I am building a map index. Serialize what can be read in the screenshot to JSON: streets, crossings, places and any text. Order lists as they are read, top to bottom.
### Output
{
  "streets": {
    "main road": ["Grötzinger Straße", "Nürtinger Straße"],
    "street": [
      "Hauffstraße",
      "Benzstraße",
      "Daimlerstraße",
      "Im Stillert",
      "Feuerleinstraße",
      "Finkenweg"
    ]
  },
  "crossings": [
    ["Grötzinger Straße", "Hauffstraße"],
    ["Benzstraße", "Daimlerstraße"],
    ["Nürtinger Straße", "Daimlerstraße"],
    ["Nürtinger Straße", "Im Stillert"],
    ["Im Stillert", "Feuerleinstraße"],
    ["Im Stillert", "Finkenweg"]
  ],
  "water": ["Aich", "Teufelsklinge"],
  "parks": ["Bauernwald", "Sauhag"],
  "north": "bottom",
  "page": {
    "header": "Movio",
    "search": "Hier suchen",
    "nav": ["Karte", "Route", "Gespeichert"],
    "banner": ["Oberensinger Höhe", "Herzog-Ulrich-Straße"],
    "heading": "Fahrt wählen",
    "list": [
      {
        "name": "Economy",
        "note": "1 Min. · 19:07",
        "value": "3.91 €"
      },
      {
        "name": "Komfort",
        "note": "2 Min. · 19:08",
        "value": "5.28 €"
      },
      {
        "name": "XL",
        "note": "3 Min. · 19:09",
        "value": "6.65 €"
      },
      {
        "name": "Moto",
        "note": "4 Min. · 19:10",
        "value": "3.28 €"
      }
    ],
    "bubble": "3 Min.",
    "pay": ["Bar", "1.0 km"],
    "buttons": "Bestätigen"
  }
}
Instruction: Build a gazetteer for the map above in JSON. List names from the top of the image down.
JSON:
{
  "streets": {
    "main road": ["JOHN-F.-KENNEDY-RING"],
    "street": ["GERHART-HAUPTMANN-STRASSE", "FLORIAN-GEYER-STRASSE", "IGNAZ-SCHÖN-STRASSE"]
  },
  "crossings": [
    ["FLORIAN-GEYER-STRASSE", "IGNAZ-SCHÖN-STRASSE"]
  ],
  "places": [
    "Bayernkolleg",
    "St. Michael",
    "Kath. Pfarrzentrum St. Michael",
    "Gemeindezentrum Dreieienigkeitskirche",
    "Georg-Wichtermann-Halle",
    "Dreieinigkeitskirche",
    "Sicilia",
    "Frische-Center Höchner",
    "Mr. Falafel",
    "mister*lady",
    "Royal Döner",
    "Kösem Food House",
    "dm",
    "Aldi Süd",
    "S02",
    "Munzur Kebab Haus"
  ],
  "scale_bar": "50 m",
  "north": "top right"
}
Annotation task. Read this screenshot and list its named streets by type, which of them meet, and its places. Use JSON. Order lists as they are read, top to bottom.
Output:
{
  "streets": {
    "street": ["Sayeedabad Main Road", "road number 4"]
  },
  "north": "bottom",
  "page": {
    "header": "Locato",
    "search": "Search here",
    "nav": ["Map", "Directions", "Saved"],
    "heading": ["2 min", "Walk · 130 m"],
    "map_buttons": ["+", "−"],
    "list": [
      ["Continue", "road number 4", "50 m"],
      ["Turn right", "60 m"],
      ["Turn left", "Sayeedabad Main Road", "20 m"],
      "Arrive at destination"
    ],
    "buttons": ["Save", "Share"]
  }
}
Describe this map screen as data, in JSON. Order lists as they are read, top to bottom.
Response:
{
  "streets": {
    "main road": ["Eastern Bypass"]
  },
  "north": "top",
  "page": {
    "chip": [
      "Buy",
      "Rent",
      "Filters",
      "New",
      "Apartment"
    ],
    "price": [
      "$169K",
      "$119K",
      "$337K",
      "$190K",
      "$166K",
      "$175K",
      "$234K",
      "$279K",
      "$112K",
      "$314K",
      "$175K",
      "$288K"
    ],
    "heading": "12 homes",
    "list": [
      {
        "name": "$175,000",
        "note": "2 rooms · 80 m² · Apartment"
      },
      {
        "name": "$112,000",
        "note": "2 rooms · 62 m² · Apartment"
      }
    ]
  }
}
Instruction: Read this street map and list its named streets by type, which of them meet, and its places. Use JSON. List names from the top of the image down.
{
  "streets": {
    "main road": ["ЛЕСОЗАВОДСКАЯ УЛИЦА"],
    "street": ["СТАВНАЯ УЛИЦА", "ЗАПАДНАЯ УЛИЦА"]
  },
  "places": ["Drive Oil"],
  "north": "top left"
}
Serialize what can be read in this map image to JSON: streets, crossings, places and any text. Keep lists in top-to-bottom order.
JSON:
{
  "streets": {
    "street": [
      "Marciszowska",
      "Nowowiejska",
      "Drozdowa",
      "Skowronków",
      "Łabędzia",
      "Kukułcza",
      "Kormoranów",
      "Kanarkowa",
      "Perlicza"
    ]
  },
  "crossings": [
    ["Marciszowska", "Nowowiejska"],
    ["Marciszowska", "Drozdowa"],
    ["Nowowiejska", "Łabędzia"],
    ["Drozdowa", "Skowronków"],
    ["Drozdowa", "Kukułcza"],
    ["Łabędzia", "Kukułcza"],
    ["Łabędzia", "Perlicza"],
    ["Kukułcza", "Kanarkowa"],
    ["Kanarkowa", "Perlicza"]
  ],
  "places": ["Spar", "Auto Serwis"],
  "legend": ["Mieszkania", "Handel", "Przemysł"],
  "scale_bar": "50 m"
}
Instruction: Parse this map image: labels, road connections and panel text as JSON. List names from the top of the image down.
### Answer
********************
Go through the entries above and count the lines containing the string "what". Give only that number.

> SOLVED PROBLEM
2